This program demonstrates how we use the ZMQ_IDENTITY socket option. The value used as the socket identity is passed as the first section of the multipart message that an ZMQ_XREQ socket sends.

Here’s a job dispatcher.

#!/usr/bin/perl -Tw

use strict;
use warnings;
use ZeroMQ qw( ZMQ_XREP );

my $job_count = 0;
#
# Start Jobs
#
for my $id ( 'A' .. 'Z' ) {

    my $command = "perl -Tw job.pl $id &";
    {
        local $ENV{PATH} = '/usr/bin';
        system $command
            and die "failed: $command";
    }

    $job_count++;
}

my $ctx = ZeroMQ::Context->new();
my $skt = $ctx->socket(ZMQ_XREP);
$skt->bind('tcp://*:70000');

my %is_done;
#
# Monitor Jobs
#
while ( keys %is_done < $job_count ) {

    my $sender_id = $skt->recv()->data();
    my $message   = $skt->recv()->data();

    print "$sender_id: $message\n";

    if ( $message =~ m{: \s done \z}xms ) {

        $is_done{$sender_id} = 1;
    }
}

print "All jobs are done!\n";

This program issues the job processes as system calls.
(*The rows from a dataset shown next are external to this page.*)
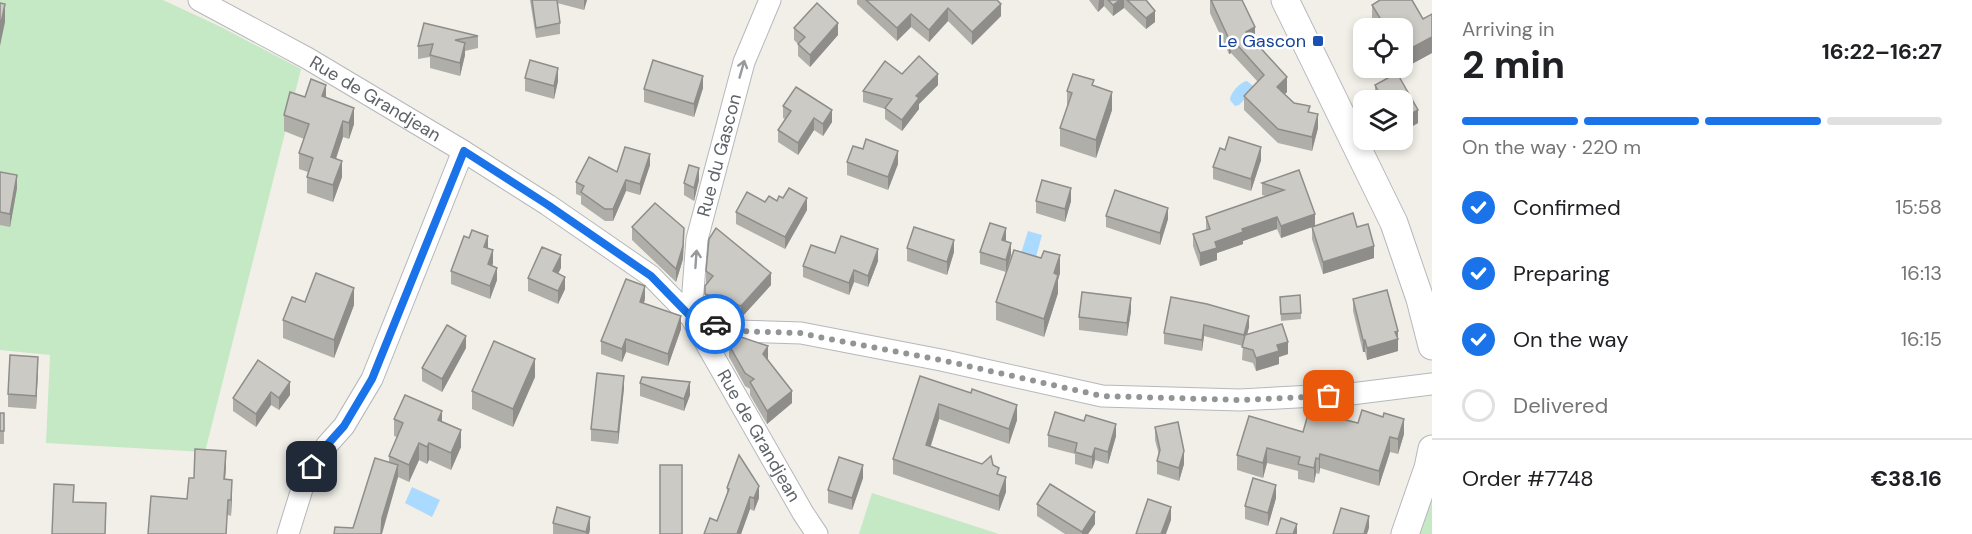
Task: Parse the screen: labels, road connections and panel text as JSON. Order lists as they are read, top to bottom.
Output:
{
  "streets": {
    "street": ["Rue de Grandjean", "Rue du Gascon"]
  },
  "crossings": [
    ["Rue de Grandjean", "Rue du Gascon"]
  ],
  "one_way": ["Rue du Gascon"],
  "places": {
    "transit": ["Le Gascon"]
  },
  "page": {
    "heading": ["2 min", "Arriving in", "16:22–16:27"],
    "panel": ["Order #7748", "€38.16"],
    "bar": "On the way · 220 m",
    "list": [
      ["Confirmed", "15:58"],
      ["Preparing", "16:13"],
      ["On the way", "16:15"],
      "Delivered"
    ]
  }
}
Then it creates an ZMQ_XREP socket to listen for status updates. The messages are queued and delivered in the order which they were sent. There is no blocking. But the final ‘done’ status message might be at the back of the queue giving the false impression that the job is still running if the dispatcher program is not dequeuing messages as fast as their queuing up.

Further reading:
http://api.zeromq.org/2-1:zmq-socket
http://api.zeromq.org/2-1:zmq-setsockopt

Unfortunately, ZeroMQ (http://search.cpan.org/~dmaki/ZeroMQ-0.23/lib/ZeroMQ.pm) is noted as deprecated. This is what apt-get installs on Ubuntu 12.04. But I suppose it’s time to move on to ZMQ::LibZMQ (http://search.cpan.org/~dmaki/ZMQ-LibZMQ3-1.10/).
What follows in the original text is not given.